Rival fans, however, couldn’t feel more differently: the midfielder is an absolute terror, one of the most willing foulers in the league, and has a habit of bending the rules in other ways, always prioritising the win over moral integrity.
More than that, he seems to have a great time doing it. Unlike, say, Joey Barton, Herrera doesn’t kick people out of subservience to his personal demons. Rather, he uses cheating as a skill like any other.
That being said, it’s more than just the cheating that gets under people’s skin with Herrera. In fact, the midfielder could probably get away with a lot more if not for one thing: his face.
It’s hard to put your finger on why rival fans want to punch him so much, but Herrera falls into the category of disliked players whose manner and appearance are cited as much as their actions.
He is a footballer of the punchable face club.
I'd never tire of punching Ander Herrera repeatedly in the face.
— Tim Bolton (@timbolton1) November 3, 2018
While any tough-tackling Manchester United midfielder will be compared to Roy Keane, the particular composition of Ander Herrera’s face actually gives him more in common with a player like Nicky Butt.

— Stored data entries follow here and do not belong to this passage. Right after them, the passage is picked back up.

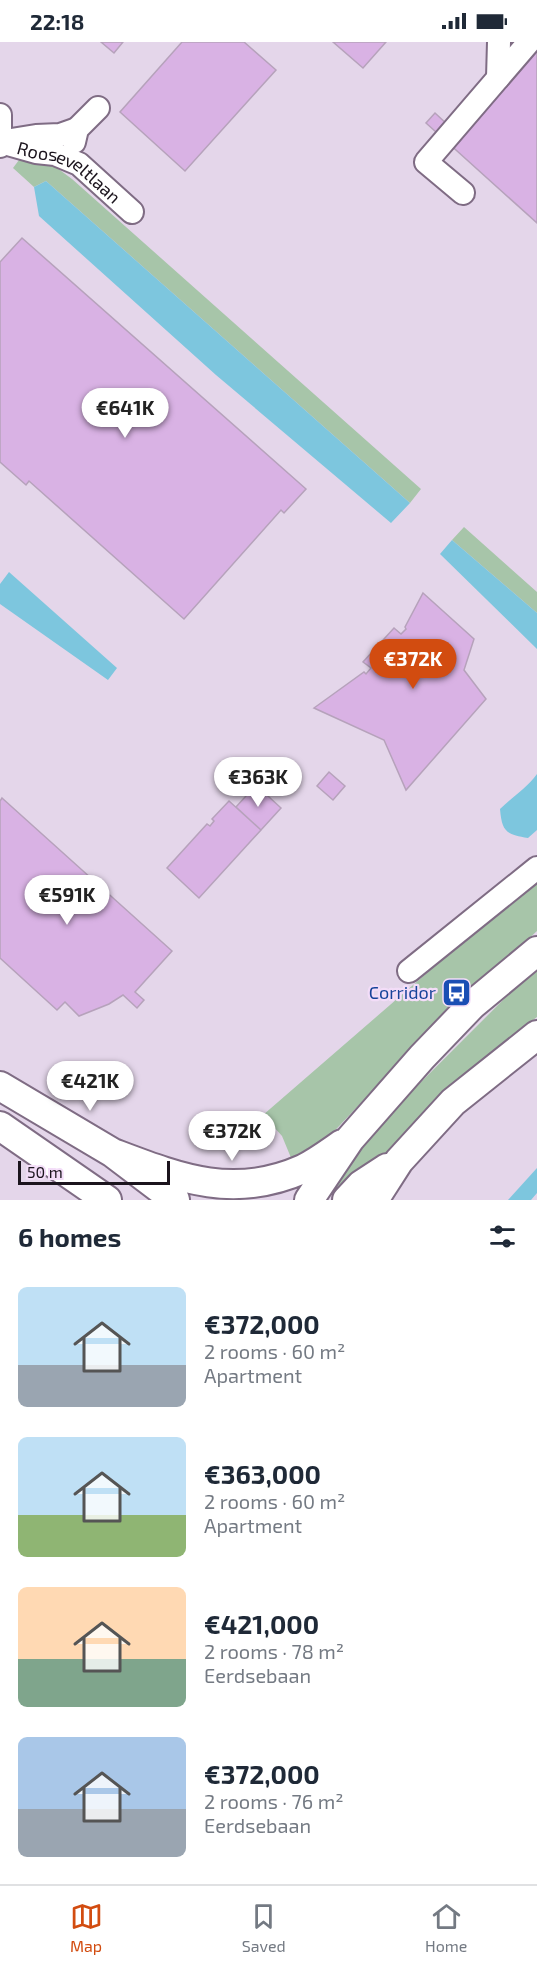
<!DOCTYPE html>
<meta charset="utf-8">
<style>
:root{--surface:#fff;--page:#f6f6f7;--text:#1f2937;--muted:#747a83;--line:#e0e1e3;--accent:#d24c10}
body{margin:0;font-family:"Exo 2",sans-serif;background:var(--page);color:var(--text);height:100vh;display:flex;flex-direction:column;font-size:22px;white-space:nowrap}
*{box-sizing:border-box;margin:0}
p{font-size:20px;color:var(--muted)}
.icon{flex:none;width:33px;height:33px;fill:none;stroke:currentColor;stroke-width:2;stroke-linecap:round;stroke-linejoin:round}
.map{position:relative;height:1158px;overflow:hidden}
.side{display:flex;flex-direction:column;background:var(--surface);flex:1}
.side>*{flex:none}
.scale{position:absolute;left:18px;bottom:15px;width:152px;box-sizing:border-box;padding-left:6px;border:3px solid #1b141d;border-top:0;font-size:16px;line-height:21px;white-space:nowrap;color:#1b141d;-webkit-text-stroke:4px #f3ddf8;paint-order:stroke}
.price{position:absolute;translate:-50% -51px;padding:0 14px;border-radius:21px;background:#fff;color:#222;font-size:20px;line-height:39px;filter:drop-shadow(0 2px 3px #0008)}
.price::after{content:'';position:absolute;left:50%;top:36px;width:18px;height:14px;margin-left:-9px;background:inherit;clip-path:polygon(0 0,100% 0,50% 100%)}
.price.current{background:var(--accent);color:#fff}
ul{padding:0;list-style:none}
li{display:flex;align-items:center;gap:18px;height:150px;padding:0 18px}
li span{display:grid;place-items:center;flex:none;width:168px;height:120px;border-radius:9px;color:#555}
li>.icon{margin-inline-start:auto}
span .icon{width:72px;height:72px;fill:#fffc;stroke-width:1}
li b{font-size:26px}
h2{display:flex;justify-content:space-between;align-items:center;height:72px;padding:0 18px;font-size:26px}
.status{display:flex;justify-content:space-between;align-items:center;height:42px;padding:0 30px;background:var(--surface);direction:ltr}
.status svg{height:16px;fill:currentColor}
.tabs{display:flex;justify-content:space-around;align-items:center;height:84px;border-top:2px solid var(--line);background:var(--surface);font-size:16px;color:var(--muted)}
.tabs a{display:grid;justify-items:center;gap:3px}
.tabs .current{color:var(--accent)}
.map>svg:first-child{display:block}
.industrial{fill:#e4d6ea}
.green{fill:#a7c5a9}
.water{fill:#7dc6de}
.building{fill:#d9b2e4;stroke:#b6a2bb;stroke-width:1.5}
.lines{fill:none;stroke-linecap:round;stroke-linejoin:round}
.minor-casing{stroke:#7f6c84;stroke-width:26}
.major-casing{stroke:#7f6c84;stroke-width:32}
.minor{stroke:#fff;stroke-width:22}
.major{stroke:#fff;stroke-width:28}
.labels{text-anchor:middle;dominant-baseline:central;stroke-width:4.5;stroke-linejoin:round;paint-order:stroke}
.street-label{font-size:18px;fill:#1b141d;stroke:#f3ddf8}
.transit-label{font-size:18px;fill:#164399;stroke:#f3ddf8;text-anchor:end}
</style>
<div class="status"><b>22:18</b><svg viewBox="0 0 49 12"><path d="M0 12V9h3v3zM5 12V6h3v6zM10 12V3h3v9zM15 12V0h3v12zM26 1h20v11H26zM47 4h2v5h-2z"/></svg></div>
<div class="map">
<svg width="537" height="1158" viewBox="0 0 537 1158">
<rect width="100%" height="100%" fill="#f3ddf8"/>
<path class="industrial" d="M 0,0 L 537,0 L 537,1158 L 0,1158 Z"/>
<path class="green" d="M 19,118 L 53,123 L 72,137 L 421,447 L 410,461 L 46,139 L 34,145 L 13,126 Z
M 464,485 L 537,550 L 537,571 L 452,498 Z
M 537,842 L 537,889 L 422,996 L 309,1116 L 294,1123 L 282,1094 L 263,1073 L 435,924 Z
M 537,929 L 537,975 L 525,984 L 340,1153 L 331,1146 L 388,1073 L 507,954 Z"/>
<path class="water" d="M 46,139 L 410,461 L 391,481 L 216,333 L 39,174 L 34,145 Z
M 452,498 L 537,571 L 537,607 L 440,512 Z
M 9,530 L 117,626 L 108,638 L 0,562 L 0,542 Z
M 537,732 L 537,788 L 528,796 C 506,792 502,790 500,767 C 512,755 527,746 537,732 Z
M 537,1126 L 537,1151 L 531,1158 L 508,1158 Z"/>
<path class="building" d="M 101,0 L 123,0 L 114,11 Z
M 182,0 L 244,0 L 276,28 L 185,129 L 120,70 Z
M 333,0 L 386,0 L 363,26 Z
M 537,0 L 537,181 L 426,81 L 435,71 L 448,83 Z
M 22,196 L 306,447 L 284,471 L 281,468 L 184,577 L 29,439 L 26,443 L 0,420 L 0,220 Z
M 423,551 L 474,597 L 464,628 L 486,657 L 406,748 L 384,698 L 314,666 L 364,630 L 366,632 L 371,626 L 363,620 L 394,586 L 401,592 L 406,587 L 405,585 Z
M 329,730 L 345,744 L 333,758 L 317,744 Z
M 256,743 L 281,766 L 261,788 L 236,765 Z
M 2,756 L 172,909 L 135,950 L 144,958 L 137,966 L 123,953 L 109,962 L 79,974 L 65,960 L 57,968 L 0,916 L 0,759 Z
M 229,759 L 261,788 L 199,856 L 167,826 L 207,782 L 210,784 L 214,779 L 212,777 Z"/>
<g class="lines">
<defs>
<g id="minor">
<path d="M 498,36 L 499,0"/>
<path d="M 0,73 L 0,104"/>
<path d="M 5,99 L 36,94 L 60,93 L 77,87"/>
<path id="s1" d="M 1,100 L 36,110 L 55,112 L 79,122 L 132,170"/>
<path d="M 74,100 L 77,87 L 98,66"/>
<path d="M 463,151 L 426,120 L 529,0"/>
<path d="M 409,929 L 537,826"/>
</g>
<path id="major" d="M 0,1044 L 113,1111 L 175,1158
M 0,1084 L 107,1158
M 113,1111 C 179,1136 233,1158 303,1127 C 317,1120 329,1111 342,1102
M 309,1158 L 350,1097 L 422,1015 L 472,963 L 537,909
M 347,1158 L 361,1143 L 387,1126
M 374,1158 L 399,1119 L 453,1060 L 537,993"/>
</defs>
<use href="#minor" class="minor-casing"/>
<use href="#major" class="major-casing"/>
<use href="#minor" class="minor"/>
<use href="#major" class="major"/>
</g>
<defs>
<symbol id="bus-square" viewBox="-11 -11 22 22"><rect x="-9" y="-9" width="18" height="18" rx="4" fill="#1a4fb4" stroke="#f3ddf8"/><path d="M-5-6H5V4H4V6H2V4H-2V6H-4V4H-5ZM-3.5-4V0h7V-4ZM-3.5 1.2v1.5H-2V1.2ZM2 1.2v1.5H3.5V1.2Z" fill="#fff"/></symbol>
</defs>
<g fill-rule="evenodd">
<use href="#bus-square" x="440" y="934" width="33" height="33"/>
</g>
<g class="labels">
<g class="street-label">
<text stroke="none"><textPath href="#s1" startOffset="76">Rooseveltlaan</textPath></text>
</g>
<g class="transit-label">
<text x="436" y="950">Corridor</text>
</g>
</g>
</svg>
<div class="scale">50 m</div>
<b class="price" style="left:125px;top:397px">€641K</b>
<b class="price current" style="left:413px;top:648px">€372K</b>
<b class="price" style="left:258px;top:766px">€363K</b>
<b class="price" style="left:67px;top:884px">€591K</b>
<b class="price" style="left:90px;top:1070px">€421K</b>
<b class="price" style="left:232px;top:1120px">€372K</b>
</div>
<section class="side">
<h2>6 homes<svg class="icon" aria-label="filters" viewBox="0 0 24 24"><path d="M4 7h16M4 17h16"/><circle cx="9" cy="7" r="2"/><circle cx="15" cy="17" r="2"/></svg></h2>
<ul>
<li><span style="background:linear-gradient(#bfe0f5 65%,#9aa5b1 0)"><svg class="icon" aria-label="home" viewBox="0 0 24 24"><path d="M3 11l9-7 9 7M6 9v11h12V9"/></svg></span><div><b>€372,000</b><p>2 rooms · 60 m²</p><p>Apartment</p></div></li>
<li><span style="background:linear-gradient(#bfe0f5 65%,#8fb573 0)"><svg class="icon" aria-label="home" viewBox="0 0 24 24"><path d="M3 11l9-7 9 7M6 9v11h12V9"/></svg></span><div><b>€363,000</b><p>2 rooms · 60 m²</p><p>Apartment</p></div></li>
<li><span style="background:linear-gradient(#ffd9b3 60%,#7fa58c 0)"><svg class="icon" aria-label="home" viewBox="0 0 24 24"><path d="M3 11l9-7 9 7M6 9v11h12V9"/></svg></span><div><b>€421,000</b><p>2 rooms · 78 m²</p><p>Eerdsebaan</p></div></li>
<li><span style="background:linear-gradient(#a9c7e8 60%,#9aa5b1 0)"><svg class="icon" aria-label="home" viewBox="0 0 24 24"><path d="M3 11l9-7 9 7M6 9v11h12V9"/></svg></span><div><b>€372,000</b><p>2 rooms · 76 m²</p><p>Eerdsebaan</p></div></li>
</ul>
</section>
<nav class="tabs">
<a class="current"><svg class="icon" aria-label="map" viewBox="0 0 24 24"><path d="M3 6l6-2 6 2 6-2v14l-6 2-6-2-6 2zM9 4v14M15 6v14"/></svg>Map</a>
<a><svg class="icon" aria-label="saved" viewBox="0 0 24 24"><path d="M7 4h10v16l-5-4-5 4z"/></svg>Saved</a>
<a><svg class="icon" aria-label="home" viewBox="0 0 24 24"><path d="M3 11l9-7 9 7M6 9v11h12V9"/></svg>Home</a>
</nav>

Much like Butt, Herrera is a player who needs to throw in a few naughty tackles — not necessarily for tactical reasons, but to compensate for not being able to grow a beard.
It makes sense if you think about it: if defensive midfielders don’t have a scary face, they need to offer extra aggression in their actions.
Cruelly, however, that can contribute to greater animosity from rival fans. A baby-faced player who cheats will have the veracity of their ‘toughness’ constantly questioned; if he kicks, shoves and harangues, he will be accused of acting harder than he really is — one of the deadliest sins in football.
Premier League fans allowed Nemanja Vidic to be a hard bastard because he fit the part. Herrera, a mouse in comparison, doesn’t get that luxury.
Because we love to compare goalscoring with murder — deadly finisher, lethal striker, pulling the trigger, etc. — Ole Gunnar Solskjaer will probably always be known as United’s baby-faced assassin.
But if we strip back the metaphor, and if we admit that 45-year-old Solskaer appears to have spent the last decade in a cave looking for his ‘precious’, time now well and truly catching up with him, we should also admit that the fresh-faced Herrera is more deserving of the nickname.
After all, doesn’t it work on a more literal level when talking about the Spaniard?
Picture it: it’s the 80th minute against PSG; Ander Herrera runs to the touchline and Michael Carrick hands him a note: “Throttle the attack,” it reads.
“It’s for the good of the team,” Carrick whispers.
Confused, sweet-faced Herrera probably wouldn’t strangle an opponent, but he’d think about it, wouldn’t he? He loves Manchester United, he works his socks off and, crucially, he’d think about it.
That, as much as anything, is why he’s getting a new contract.